À une époque saturée par des images indéfiniment reproductibles, Catherine Gran propose une étrange archéologie de l'imaginaire collectif. Présenté en ligne par la PM Gallery en collaboration avec Artsy.
XX Century Necropolis se déploie comme une exposition numérique de dix jours au cours de laquelle un dessin est révélé chaque jour, transformant le rythme du visionnage en ligne en un rituel de fouille et de recueillement.
Vous pouvez retrouver les œuvres chaque jour sur notre compte Artsy :
https://www.artsy.net/viewing-room/pm-gallery-mass-cult-necropolis
La série de Gran, exécutée à l'encre sur papier, aborde les grandes icônes de la culture populaire du XXe siècle non pas comme des protagonistes vivants, mais comme des reliques entrant déjà dans le domaine de l'histoire. Batman, Barbie, Mickey Mouse, Pac-Man, Tintin, Mario, Superman, Princess Peach, Captain America et le Stormtrooper anonyme réapparaissent ici sous forme de monuments funéraires, de mémoriaux abandonnés ou de ruines envahies par la végétation. Leurs récits ont pris fin ; ce qui subsiste, ce sont des traces, des symboles, des infrastructures et des débris.
Plutôt que de célébrer la nostalgie, Gran examine les mécanismes par lesquels la culture de masse survit au-delà de son époque d'origine. Ses dessins suggèrent que les icônes populaires ne disparaissent pas, elles se fossilisent. Détachées du divertissement, du commerce et du spectacle, ces figures deviennent des objets archéologiques chargés d'ambiguïté : à la fois intimes et collectives, comiques et solennelles, absurdes et sacrées.

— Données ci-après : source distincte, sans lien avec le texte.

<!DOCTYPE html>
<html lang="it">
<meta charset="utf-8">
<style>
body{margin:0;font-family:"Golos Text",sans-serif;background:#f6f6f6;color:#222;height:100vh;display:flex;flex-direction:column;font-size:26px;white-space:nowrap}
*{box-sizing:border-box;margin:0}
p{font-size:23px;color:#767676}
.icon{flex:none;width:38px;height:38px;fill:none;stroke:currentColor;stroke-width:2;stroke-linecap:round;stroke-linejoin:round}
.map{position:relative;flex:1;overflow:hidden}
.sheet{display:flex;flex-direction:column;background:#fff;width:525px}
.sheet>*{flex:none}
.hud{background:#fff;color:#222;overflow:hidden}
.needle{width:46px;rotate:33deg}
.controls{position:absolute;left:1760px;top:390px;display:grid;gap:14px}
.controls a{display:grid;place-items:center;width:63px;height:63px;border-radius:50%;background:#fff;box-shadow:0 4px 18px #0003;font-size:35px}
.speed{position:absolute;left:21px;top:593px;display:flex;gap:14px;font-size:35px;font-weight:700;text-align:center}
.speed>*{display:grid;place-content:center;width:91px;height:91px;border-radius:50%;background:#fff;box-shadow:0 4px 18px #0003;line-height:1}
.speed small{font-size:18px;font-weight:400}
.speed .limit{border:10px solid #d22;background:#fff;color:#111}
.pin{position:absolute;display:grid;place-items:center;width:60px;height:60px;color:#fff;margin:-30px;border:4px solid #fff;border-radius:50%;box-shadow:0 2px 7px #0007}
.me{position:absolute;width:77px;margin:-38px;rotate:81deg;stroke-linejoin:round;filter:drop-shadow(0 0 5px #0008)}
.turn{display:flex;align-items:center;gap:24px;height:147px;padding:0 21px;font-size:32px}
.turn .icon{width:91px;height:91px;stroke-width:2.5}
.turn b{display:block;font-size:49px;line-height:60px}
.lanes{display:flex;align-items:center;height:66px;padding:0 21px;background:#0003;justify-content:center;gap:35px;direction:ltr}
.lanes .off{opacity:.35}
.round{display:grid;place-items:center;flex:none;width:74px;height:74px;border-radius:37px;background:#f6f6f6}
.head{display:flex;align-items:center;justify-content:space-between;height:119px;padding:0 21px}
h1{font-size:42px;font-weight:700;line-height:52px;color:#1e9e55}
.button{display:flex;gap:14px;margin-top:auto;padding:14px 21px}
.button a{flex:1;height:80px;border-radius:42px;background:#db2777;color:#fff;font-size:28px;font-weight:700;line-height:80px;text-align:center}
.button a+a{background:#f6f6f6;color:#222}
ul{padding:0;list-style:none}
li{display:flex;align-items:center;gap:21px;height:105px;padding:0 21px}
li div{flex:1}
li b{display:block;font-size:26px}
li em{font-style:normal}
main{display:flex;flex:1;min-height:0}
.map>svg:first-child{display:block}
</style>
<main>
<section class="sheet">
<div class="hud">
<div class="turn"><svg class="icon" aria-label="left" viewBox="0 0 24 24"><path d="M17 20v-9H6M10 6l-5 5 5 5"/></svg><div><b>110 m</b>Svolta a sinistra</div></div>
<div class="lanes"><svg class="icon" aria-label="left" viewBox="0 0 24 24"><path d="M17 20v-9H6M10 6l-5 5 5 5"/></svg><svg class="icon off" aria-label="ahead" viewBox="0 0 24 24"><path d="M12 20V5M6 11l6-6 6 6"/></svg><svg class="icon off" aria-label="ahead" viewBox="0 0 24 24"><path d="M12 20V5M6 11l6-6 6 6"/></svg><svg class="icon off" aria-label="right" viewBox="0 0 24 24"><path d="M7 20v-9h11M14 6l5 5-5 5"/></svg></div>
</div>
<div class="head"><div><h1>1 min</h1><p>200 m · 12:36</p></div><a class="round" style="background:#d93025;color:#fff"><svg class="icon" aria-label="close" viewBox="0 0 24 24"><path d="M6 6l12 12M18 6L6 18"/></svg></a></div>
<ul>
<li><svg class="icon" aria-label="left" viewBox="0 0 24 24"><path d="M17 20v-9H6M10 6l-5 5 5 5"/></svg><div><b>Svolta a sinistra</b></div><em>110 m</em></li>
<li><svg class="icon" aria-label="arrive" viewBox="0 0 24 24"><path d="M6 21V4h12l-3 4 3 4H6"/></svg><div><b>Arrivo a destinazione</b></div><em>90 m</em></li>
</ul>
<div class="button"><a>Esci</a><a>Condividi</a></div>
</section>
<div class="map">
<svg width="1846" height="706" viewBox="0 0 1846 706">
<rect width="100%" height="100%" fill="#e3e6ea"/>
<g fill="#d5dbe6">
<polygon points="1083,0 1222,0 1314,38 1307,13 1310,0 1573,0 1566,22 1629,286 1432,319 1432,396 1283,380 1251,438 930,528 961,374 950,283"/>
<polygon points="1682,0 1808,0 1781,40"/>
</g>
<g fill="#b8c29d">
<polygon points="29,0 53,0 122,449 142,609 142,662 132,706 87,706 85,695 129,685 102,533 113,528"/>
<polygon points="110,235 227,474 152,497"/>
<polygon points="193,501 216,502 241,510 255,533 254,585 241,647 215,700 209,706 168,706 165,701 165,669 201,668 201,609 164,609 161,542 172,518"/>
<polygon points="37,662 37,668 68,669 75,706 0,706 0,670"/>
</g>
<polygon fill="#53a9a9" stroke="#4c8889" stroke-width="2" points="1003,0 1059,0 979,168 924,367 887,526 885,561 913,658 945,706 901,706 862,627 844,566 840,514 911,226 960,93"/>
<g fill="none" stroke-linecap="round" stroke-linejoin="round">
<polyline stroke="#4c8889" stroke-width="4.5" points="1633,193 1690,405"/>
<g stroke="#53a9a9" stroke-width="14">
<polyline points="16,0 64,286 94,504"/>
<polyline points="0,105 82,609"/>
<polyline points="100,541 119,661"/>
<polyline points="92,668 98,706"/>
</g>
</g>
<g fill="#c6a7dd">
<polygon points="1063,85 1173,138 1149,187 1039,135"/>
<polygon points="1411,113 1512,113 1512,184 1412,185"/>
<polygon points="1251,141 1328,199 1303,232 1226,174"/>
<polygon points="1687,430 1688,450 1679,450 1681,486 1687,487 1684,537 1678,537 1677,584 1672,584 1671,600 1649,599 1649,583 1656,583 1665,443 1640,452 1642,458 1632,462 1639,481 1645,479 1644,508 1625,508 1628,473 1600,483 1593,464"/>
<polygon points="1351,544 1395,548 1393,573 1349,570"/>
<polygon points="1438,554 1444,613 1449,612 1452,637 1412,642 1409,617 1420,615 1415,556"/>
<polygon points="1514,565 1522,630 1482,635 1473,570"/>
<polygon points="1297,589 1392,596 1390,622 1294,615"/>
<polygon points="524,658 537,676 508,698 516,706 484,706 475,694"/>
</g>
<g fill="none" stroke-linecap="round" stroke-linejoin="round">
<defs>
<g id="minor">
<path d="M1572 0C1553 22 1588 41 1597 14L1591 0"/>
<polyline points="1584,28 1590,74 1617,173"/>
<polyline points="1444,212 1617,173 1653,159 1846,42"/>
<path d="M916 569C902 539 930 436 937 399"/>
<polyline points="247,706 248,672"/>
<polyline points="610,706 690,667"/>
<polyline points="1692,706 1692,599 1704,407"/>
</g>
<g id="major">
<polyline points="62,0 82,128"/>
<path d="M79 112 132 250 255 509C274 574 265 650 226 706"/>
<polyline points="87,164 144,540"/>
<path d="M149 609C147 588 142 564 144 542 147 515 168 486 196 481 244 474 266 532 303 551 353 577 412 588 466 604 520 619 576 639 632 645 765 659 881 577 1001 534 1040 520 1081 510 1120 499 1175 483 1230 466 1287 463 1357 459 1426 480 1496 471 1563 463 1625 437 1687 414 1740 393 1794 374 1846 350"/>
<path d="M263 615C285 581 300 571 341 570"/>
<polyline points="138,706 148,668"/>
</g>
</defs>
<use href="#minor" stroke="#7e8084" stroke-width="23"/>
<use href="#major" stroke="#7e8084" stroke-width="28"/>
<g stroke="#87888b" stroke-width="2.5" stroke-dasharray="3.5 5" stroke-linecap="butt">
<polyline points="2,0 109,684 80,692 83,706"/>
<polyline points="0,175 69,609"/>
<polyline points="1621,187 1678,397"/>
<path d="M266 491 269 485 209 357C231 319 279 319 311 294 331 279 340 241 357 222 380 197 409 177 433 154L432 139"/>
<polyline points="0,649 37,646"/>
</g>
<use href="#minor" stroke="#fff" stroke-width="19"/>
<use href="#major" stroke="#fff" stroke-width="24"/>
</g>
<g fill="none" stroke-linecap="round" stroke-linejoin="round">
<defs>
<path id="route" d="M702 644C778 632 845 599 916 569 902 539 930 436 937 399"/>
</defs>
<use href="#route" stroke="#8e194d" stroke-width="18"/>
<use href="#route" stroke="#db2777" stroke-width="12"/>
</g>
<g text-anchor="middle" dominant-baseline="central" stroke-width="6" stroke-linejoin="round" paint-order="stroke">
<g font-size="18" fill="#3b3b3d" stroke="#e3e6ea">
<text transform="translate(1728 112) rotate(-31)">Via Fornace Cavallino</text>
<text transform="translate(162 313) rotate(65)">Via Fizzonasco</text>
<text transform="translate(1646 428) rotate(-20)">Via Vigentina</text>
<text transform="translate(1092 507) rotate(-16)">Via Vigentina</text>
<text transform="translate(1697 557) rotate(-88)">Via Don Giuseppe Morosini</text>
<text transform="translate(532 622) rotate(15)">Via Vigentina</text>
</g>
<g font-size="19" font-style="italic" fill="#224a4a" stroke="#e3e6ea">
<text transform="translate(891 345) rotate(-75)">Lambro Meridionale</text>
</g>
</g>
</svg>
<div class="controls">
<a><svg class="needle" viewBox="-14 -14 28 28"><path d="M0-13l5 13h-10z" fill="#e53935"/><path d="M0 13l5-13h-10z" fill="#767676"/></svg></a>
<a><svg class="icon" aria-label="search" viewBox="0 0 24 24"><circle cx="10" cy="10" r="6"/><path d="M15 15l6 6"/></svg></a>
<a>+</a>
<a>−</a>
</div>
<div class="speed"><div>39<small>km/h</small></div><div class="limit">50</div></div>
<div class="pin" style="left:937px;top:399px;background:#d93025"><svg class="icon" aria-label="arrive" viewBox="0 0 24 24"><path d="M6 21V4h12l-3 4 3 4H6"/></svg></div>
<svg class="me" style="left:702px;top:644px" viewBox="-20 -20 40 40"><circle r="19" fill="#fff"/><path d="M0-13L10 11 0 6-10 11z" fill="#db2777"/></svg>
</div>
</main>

Le titre de l'exposition évoque délibérément à la fois le cimetière et le musée. Gran traite la mythologie du divertissement de masse avec la gravité visuelle traditionnellement réservée à la peinture d'histoire ou à la sculpture commémorative. Ses hachures méticuleuses transforment l'imagerie des dessins animés, les systèmes de jeu, les emblèmes patriotiques et les symboles cinématographiques en compositions monochromes denses d'une remarquable présence matérielle. La pierre, le feuillage, le métal, la fumée, les plumes et l'ornement acquièrent sous sa main une importance égale. Le résultat n'est ni une parodie ni un hommage, mais une forme de stratigraphie culturelle. La manière dont l'absence structure la série est particulièrement frappante. Superman ne survit qu'à travers des vestiges domestiques empilés comme des reliques votives. Captain America se dissout dans un décor patriotique. Mario persiste sous la forme d'un réseau de tuyaux et de conduits dépouillé de toute action. Pac-Man apparaît fossilisé au sein d'une stèle funéraire gravée "Game Over". Même Barbie, peut-être l'icône par excellence de la perfection manufacturée, s'effondre dans le deuil sous des arbres d'hiver. Gran retire à plusieurs reprises le corps héroïque afin de mettre à nu la machinerie symbolique qui l'entoure.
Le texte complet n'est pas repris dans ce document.